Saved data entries
--- START ---

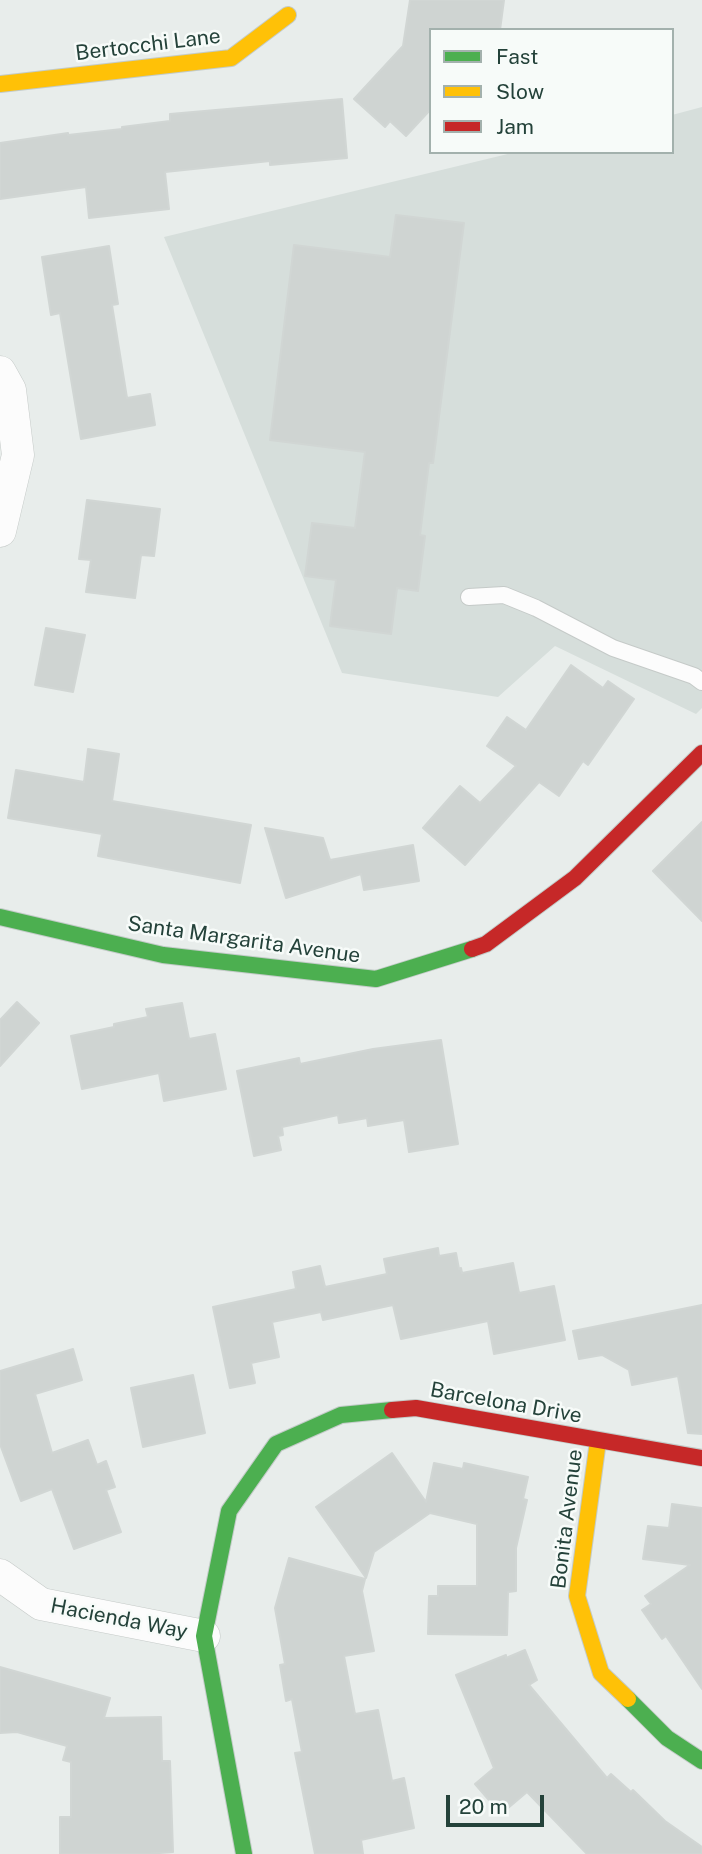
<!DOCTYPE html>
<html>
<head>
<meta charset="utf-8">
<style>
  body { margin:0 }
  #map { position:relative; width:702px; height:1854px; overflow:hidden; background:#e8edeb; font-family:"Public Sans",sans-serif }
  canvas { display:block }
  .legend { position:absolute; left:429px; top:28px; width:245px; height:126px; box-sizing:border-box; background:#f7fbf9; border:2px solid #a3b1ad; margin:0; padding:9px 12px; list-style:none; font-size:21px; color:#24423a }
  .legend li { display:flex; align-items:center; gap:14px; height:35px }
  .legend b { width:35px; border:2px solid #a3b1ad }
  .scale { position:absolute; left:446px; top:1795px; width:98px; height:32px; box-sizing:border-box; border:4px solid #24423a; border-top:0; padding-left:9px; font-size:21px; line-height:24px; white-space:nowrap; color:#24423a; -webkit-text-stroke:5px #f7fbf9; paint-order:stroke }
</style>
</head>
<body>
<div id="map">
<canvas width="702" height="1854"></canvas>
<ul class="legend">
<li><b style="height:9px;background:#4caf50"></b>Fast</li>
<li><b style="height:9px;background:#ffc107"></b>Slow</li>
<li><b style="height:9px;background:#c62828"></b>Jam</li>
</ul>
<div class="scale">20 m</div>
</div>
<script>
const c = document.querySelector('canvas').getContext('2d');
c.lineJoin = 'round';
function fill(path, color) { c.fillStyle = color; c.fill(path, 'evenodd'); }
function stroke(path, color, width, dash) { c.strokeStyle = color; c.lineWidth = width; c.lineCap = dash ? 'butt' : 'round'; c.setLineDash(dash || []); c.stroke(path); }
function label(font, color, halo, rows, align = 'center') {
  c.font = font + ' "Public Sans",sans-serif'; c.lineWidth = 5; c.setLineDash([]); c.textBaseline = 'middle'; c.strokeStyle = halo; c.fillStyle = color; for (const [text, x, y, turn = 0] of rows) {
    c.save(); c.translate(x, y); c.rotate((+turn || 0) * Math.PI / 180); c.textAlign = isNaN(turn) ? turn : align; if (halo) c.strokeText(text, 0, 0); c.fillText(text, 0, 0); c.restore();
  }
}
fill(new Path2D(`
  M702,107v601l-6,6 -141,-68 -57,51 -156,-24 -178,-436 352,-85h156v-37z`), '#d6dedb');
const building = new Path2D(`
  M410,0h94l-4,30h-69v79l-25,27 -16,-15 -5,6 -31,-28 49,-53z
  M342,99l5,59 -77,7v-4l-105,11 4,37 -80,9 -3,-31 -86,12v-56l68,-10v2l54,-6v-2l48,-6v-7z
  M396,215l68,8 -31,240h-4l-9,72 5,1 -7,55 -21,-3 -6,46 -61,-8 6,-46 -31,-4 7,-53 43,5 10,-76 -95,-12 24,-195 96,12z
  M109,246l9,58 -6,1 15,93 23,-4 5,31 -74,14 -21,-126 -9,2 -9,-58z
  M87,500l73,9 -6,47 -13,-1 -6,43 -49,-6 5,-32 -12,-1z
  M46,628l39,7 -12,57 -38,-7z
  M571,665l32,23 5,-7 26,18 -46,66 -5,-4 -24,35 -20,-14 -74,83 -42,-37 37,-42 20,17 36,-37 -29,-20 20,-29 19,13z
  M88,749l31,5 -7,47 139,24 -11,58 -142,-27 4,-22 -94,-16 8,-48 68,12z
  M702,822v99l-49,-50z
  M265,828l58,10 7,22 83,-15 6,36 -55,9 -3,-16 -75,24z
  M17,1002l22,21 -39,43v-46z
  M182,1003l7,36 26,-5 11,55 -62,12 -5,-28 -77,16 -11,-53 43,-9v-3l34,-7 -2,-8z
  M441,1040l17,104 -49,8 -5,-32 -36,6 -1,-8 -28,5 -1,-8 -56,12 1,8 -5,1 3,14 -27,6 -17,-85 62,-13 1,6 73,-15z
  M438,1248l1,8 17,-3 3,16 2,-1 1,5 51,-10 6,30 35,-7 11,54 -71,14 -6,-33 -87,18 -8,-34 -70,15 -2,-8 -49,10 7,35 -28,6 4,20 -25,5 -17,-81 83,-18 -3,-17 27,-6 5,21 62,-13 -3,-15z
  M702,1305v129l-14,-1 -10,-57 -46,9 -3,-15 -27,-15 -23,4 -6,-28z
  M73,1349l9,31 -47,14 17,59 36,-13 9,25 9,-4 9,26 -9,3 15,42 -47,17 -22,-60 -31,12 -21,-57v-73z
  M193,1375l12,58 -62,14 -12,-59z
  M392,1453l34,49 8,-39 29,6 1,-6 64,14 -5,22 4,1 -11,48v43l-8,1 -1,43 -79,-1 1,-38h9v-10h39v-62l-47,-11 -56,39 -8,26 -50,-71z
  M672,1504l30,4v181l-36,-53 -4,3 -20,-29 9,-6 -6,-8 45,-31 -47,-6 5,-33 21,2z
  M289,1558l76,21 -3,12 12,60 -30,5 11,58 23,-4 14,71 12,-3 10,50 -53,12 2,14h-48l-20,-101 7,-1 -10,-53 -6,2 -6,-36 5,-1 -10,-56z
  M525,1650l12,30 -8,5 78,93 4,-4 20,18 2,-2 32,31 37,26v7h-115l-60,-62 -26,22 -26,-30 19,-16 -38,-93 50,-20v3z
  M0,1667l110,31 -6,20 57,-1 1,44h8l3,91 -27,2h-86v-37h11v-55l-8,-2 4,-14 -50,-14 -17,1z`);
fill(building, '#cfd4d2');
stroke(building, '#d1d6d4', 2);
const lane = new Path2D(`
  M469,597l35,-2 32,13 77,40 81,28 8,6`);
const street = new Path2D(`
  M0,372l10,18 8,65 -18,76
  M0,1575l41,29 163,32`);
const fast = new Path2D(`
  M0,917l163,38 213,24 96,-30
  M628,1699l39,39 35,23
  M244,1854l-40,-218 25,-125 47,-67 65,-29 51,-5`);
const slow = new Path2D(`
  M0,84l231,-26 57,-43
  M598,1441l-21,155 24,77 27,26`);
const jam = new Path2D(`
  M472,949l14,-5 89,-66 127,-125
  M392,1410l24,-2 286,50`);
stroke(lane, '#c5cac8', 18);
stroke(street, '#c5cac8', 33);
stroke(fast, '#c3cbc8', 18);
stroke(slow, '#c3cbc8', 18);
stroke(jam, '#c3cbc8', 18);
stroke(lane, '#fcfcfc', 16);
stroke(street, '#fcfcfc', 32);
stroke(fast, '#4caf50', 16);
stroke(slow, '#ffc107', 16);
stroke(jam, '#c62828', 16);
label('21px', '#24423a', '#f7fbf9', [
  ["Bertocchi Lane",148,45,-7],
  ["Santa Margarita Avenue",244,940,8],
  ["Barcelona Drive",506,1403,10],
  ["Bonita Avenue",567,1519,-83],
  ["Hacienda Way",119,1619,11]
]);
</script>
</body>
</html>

--- END ---
--- START ---

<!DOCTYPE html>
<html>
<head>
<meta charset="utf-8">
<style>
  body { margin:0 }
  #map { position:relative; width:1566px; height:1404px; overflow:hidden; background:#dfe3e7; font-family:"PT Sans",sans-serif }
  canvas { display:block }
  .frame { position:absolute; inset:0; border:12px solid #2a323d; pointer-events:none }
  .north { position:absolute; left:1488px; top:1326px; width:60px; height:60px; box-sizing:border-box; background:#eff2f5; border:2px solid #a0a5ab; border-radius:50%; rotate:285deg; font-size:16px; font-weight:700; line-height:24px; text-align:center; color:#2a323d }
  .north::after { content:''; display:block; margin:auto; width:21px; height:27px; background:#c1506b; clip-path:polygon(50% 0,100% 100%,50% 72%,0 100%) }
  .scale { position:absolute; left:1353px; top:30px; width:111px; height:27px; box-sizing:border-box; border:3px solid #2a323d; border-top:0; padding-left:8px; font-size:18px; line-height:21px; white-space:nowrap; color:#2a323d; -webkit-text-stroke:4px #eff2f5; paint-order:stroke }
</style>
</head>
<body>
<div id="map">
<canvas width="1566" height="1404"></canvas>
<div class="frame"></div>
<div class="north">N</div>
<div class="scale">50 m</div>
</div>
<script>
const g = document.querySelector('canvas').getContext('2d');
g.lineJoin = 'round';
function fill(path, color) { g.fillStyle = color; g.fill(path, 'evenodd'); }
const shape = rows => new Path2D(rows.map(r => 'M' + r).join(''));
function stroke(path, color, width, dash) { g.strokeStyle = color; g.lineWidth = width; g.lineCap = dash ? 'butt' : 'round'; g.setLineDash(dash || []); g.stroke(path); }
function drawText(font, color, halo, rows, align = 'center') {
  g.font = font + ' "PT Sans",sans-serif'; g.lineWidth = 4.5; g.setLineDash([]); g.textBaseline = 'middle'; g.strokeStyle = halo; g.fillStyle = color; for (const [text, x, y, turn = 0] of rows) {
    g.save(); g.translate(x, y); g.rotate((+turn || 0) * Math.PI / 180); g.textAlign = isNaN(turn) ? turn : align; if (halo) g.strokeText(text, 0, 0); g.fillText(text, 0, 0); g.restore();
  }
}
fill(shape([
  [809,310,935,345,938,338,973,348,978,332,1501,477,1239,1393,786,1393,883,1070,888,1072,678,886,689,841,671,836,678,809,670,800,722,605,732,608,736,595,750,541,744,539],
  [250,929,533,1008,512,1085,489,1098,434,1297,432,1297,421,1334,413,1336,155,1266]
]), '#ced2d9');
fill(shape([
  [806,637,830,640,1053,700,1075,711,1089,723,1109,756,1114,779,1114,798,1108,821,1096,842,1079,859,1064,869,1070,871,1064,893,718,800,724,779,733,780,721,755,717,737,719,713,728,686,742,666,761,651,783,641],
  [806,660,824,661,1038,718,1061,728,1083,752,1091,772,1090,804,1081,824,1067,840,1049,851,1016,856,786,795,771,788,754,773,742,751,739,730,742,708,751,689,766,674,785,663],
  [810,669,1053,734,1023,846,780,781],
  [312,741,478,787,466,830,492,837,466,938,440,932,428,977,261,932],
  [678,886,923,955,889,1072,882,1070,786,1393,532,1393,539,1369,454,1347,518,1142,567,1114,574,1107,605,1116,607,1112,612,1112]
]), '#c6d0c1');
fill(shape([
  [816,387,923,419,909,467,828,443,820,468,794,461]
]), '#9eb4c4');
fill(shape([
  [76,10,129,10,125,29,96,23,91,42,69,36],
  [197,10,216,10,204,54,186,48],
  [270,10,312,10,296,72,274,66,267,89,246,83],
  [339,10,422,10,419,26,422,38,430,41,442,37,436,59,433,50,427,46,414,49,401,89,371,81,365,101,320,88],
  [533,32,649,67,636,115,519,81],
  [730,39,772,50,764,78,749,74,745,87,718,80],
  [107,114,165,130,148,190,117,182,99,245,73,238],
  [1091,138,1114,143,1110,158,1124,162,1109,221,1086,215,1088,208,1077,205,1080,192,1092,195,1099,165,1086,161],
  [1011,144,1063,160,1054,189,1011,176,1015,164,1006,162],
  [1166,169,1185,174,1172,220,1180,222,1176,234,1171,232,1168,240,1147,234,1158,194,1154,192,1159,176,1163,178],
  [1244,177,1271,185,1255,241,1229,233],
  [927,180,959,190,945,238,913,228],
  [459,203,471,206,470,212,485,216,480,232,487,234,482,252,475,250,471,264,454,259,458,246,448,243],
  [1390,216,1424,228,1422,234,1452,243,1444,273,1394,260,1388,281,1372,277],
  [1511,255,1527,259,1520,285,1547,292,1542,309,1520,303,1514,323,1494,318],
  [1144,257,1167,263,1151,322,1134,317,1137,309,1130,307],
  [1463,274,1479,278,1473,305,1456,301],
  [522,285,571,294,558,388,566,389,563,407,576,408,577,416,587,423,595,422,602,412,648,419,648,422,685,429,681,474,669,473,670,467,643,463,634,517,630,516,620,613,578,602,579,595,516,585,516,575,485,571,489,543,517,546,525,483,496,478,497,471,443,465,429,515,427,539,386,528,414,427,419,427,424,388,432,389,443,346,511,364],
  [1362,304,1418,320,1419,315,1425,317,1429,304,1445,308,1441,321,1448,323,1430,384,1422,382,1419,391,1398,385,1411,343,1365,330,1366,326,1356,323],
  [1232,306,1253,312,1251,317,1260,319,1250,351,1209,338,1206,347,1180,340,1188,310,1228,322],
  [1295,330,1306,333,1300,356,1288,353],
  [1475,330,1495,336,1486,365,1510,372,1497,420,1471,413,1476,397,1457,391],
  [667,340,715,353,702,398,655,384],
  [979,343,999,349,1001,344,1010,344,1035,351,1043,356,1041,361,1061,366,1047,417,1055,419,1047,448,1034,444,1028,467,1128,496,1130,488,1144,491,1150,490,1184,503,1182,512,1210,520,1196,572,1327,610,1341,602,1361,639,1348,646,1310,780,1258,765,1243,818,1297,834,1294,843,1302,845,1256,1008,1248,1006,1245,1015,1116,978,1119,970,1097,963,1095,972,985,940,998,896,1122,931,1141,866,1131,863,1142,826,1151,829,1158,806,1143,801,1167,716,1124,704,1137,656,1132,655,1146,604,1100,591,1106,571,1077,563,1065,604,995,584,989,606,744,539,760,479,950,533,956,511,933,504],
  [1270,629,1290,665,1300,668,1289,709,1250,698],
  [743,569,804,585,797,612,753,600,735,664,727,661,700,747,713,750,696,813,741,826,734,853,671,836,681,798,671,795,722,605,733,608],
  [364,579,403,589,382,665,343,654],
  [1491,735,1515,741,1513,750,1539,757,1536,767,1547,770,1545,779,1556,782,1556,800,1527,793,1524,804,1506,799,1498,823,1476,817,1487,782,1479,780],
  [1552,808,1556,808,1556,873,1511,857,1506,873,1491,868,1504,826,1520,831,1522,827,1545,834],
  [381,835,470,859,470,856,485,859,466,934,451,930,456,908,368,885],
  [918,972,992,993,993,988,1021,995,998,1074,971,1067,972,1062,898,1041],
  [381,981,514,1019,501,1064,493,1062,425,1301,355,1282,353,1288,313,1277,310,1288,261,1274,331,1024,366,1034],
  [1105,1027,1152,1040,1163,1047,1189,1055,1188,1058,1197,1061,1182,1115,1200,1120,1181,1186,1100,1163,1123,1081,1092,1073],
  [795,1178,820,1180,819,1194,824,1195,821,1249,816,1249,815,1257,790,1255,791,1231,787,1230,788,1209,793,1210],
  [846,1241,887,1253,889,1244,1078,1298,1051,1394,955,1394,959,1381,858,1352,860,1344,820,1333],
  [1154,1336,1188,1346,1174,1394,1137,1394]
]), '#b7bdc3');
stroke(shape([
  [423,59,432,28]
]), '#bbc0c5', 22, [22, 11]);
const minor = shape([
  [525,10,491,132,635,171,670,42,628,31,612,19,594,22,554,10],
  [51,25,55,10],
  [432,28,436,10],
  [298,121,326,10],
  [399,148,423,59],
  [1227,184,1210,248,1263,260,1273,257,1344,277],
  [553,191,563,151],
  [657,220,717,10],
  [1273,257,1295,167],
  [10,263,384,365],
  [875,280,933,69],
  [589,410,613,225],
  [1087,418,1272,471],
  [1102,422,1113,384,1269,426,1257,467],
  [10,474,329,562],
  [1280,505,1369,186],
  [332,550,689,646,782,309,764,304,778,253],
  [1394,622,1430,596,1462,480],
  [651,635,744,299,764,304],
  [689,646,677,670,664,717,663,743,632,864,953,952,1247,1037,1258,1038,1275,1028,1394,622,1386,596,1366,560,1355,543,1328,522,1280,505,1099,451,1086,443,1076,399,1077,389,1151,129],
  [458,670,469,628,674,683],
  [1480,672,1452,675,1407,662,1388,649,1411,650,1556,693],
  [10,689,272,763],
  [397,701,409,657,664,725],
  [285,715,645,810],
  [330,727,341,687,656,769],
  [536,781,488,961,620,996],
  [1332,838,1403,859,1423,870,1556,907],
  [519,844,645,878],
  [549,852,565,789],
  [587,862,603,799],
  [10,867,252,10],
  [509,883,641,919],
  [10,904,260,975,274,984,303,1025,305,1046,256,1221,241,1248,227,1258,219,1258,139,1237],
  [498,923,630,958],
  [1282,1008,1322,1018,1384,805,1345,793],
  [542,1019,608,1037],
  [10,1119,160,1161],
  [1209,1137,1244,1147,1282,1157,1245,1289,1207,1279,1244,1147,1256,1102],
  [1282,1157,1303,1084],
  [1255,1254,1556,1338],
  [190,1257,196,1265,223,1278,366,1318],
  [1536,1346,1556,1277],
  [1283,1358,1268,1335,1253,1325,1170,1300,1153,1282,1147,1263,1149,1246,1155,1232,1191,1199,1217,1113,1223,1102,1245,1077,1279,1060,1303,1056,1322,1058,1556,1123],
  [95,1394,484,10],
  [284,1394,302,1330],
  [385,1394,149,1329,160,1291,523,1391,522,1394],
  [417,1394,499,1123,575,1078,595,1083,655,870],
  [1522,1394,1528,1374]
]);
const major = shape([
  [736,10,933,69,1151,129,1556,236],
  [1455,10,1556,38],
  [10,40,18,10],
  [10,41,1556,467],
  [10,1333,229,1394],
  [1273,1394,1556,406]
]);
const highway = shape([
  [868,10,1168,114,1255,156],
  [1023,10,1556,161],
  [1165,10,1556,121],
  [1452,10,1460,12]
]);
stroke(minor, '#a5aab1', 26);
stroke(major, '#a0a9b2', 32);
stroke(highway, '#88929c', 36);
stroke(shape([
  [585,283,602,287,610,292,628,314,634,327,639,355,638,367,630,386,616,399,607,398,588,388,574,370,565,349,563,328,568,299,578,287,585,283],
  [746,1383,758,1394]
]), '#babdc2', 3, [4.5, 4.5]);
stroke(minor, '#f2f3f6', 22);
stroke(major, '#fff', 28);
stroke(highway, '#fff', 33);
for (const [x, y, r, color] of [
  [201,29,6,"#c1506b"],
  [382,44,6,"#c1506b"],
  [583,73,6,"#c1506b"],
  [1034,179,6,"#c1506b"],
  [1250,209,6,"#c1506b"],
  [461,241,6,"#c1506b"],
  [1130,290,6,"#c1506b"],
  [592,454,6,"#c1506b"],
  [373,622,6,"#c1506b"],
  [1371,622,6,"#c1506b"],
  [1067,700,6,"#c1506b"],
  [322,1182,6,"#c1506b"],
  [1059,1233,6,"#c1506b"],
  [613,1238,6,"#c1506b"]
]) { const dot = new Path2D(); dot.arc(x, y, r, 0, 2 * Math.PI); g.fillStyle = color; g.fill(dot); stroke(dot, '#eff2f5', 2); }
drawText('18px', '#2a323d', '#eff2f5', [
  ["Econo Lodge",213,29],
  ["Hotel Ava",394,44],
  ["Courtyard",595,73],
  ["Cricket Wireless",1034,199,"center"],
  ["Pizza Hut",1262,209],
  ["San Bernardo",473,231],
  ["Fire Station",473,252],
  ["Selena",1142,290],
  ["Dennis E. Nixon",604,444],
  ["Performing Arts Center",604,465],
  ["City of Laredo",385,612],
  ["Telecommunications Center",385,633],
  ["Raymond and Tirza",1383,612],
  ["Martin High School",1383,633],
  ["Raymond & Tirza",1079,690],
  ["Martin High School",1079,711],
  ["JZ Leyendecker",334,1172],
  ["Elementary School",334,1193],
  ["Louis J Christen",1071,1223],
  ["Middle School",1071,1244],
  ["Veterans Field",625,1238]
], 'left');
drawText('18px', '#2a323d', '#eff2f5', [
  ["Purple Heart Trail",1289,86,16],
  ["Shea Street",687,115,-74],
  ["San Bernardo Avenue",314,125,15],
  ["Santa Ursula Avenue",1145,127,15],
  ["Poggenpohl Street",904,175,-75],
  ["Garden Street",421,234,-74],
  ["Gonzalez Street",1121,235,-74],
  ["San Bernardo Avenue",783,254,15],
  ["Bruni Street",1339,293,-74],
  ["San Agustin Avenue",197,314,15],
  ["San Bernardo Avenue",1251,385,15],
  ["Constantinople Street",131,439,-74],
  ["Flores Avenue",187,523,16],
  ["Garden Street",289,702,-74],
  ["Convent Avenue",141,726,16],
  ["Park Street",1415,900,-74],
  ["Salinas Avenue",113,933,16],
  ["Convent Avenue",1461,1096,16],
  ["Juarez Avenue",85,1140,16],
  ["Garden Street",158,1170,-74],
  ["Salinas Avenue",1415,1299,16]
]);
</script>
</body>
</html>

--- END ---

:: Exercise goal ::
Would you copy every line of the entries that includes the word "isNaN"?

:: Result for this exercise ::
    c.save(); c.translate(x, y); c.rotate((+turn || 0) * Math.PI / 180); c.textAlign = isNaN(turn) ? turn : align; if (halo) c.strokeText(text, 0, 0); c.fillText(text, 0, 0); c.restore();
    g.save(); g.translate(x, y); g.rotate((+turn || 0) * Math.PI / 180); g.textAlign = isNaN(turn) ? turn : align; if (halo) g.strokeText(text, 0, 0); g.fillText(text, 0, 0); g.restore();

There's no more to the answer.